Small Harbor Publishing, 100 pp, December 20, 2023
With confessional lyricism, exactness, and rigor, MT Vallarta’s 2022 Laureate Prize-winning poetry collection, What You Refuse to Remember, attunes us to the worlds that are in the small moments in time that rest at the limits of memory and apprehension. These small moments, which we often recognize as slowness, delay, and other textures and sensations of chronicity, are often imagined as too “minor” to warrant intrigue, despite also being sites of slow death (to borrow from Lauren Berlant) marked by small quotidian violences. These ordinary violences, which include processes related to perpetual global ecological degradation, also include the mundane and ongoing regimes of duress that come with existing outside ableist white supremacist colonialist cishetero- and homonormative scripts of embodiment minoritized subjects must endure every day. But as Vallarta reveals through their collection’s examinations of gender, sexuality, colonialism, diaspora, and dis/ability, sitting with these “minor” temporal experiences reveal the knowledges that emerge through queer, trans, and crip of color inhabitations of the world. Queer, trans, and crip of color embodiments break down the clear and orderly organizations of hegemonic (which is to say, colonial white supremacist and global capitalist) imaginings of time.
The collection establishes its critique of white supremacist, cisheteropatriarchal temporality in pieces like “Ten Confessions.” The second poem in the collection, this piece consists of a series of ten confessions, with each one comprising its own stanza. The sixth confession reads
Everyone comments on how well I am healing but I associate well
with too fast and I associate fast with ending so I sob alone on Sunday
nights and call my best friend and tell him how I wish we were all just
books––just paper and spine––and so I watch scary movies alone and
laugh and laugh as Kiernan Shipka croaks ‘hail Satan’ before being
shot (16).
Virtuosic line breaks (standouts include “I wish we were all just / books” and “Kiernan Shipka croaks ‘hail Satan’ before being / shot”) demonstrate Vallarta’s subtle wit. The casual tone and single-sentence structure, meanwhile, imbue the above stanza with the intimacy of a 3AM talk with a bestie illuminated by the glow of bedroom light. Moreover, this confession reveals feeling “well” and “healing” as specific experiences of time that are connected to capitalistic––which is also to say, normative colonialist white supremacist––demands for efficiency. The prioritization of speed above all else erases the potentialities of “minor” experiences, sensations of time marked by fragility and unwellness. While these experiences of fragility and vulnerability are painful, Vallarta illustrates the fresh wound as another way of being open to the world. The above stanza from “Ten Confessions” asks us to pay attention to the tiny realities of living in the wake of harm and trauma, realities that get obfuscated when we adhere to overly simplistic narratives of “feeling better.” The other poems in the collection pick up on this work by richly and compellingly revealing how western ideologies of “wellness” are inextricably tied to settler colonial formations. Subaltern subjects, within this understanding, can never truly be “well.”

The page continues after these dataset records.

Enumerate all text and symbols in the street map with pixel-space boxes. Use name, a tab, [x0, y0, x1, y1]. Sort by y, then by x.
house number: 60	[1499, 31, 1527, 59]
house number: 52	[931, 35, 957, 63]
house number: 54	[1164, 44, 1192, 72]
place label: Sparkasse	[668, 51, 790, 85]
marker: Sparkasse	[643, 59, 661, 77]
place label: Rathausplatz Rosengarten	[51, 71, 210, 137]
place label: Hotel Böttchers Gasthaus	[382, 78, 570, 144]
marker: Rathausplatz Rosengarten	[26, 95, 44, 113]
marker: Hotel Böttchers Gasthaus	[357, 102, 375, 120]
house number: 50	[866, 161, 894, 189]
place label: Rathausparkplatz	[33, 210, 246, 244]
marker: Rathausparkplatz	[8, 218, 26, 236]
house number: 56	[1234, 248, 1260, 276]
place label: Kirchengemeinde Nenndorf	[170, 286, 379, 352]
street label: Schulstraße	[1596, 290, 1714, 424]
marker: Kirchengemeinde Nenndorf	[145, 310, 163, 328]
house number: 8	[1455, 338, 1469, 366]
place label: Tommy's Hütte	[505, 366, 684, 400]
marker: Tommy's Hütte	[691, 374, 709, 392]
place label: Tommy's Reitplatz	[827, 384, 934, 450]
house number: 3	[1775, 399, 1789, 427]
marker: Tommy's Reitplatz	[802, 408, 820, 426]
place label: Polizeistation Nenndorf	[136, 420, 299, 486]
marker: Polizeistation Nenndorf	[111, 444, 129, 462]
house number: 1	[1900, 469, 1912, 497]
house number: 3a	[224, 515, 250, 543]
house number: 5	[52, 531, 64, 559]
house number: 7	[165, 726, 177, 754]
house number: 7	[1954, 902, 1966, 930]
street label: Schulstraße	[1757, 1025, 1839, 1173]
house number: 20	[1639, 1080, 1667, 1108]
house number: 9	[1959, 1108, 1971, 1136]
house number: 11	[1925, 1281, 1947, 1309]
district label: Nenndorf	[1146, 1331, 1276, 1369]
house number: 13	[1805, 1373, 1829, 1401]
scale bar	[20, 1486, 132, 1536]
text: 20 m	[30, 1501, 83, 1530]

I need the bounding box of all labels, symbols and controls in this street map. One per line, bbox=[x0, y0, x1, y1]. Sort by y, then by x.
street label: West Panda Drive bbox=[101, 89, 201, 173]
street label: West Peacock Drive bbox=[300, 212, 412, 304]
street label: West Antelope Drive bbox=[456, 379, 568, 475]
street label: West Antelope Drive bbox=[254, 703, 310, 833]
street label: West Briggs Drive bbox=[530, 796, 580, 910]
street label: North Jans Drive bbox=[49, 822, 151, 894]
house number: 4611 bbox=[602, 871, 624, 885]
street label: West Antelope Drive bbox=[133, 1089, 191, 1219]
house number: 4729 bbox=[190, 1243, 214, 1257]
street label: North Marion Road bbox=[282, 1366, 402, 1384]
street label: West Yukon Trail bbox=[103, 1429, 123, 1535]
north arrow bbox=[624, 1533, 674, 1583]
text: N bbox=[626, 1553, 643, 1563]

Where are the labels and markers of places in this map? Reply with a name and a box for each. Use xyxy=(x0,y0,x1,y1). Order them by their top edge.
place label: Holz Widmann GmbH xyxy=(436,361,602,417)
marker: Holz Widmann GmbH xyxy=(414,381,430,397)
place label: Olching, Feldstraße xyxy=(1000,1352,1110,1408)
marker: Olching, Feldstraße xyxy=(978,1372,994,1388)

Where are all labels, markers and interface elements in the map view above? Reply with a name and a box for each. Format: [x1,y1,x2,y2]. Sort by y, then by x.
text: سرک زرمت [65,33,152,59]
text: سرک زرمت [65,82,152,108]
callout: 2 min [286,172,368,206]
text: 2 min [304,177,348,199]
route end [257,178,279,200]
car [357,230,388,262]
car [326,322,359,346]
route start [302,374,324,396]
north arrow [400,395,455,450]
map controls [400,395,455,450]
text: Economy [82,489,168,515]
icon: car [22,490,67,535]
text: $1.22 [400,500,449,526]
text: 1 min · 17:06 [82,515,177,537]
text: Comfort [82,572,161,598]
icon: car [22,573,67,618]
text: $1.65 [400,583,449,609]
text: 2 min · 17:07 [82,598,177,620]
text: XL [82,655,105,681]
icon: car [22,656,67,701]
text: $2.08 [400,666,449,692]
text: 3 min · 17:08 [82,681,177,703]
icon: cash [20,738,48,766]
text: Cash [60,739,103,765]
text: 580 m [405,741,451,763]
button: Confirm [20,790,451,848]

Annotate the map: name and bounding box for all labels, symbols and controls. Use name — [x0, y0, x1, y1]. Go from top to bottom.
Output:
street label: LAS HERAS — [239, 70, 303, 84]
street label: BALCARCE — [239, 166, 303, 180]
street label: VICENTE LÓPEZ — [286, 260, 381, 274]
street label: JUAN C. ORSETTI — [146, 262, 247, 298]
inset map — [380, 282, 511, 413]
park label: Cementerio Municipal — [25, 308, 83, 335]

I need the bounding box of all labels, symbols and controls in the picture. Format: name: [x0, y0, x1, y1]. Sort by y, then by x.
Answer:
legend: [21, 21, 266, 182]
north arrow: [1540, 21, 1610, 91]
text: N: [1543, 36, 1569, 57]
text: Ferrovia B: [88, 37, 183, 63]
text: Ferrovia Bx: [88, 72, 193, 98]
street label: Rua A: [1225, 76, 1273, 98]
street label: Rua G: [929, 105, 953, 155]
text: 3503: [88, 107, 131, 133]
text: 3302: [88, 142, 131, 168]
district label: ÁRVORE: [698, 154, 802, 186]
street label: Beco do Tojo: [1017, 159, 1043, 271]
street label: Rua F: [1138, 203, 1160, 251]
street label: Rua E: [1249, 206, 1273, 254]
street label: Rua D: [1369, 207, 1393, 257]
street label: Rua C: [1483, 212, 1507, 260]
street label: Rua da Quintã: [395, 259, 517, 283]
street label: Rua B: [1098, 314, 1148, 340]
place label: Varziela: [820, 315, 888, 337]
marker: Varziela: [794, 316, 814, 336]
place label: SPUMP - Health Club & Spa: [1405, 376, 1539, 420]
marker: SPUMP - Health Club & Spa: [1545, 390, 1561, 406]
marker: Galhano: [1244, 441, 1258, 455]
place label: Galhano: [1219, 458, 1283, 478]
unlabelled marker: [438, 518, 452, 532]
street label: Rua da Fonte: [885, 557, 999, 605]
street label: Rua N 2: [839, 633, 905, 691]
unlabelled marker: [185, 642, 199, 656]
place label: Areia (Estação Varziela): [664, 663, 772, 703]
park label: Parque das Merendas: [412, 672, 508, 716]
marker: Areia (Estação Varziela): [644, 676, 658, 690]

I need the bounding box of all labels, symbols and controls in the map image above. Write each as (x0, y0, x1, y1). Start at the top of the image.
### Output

“The Filipino diaspora is a transpacific current of chronic sickness” reads one of the most chilling and earth-shattering moments in the entire collection, a single-line lecture whose insight and truth are so obliterating that it has to inhabit a blank white page all by itself (33). The line is part of the prose poem, “A Gesture Toward,” a standout piece which reveals how, for those of us who inhabit chronically ill racialized-gendered-sexualized embodiments, colonial violence is what makes and keeps us sick. Colonial violence is what dooms us to live as “half-animal[s], half-corpse[s]/ waiting to be masticated,” i.e., Filipinx, short of breath and in bed (59). The word, “chronic,” for Vallarta, signals the simultaneous, inextricable chronicities, as encapsulated in their usage of the phrase, “chronic empire,” to describe the ongoing disabling and debilitating death/work of colonialism and imperialism. Colonial harm, in fact, renders queer, trans, disabled, and racialized bodies incurably ill, both through its impossible standards of wellness and through its everyday practices of violence.
Vallarta’s What You Refuse to Remember is a text that interrogates the intrinsic compulsory able-bodiedness rooted in colonial racial capitalist organizations of time––experiences of time that work to exclude the chronicities of queer, trans, and crip-of-color life. The collection demonstrates how time imprints itself on the materiality of a self, how time weighs upon the body and renders us perpetually sick in order to reveal minoritarian Otherness as a temporal state and, perhaps most mic-droppingly, a chronic ailment in and of itself.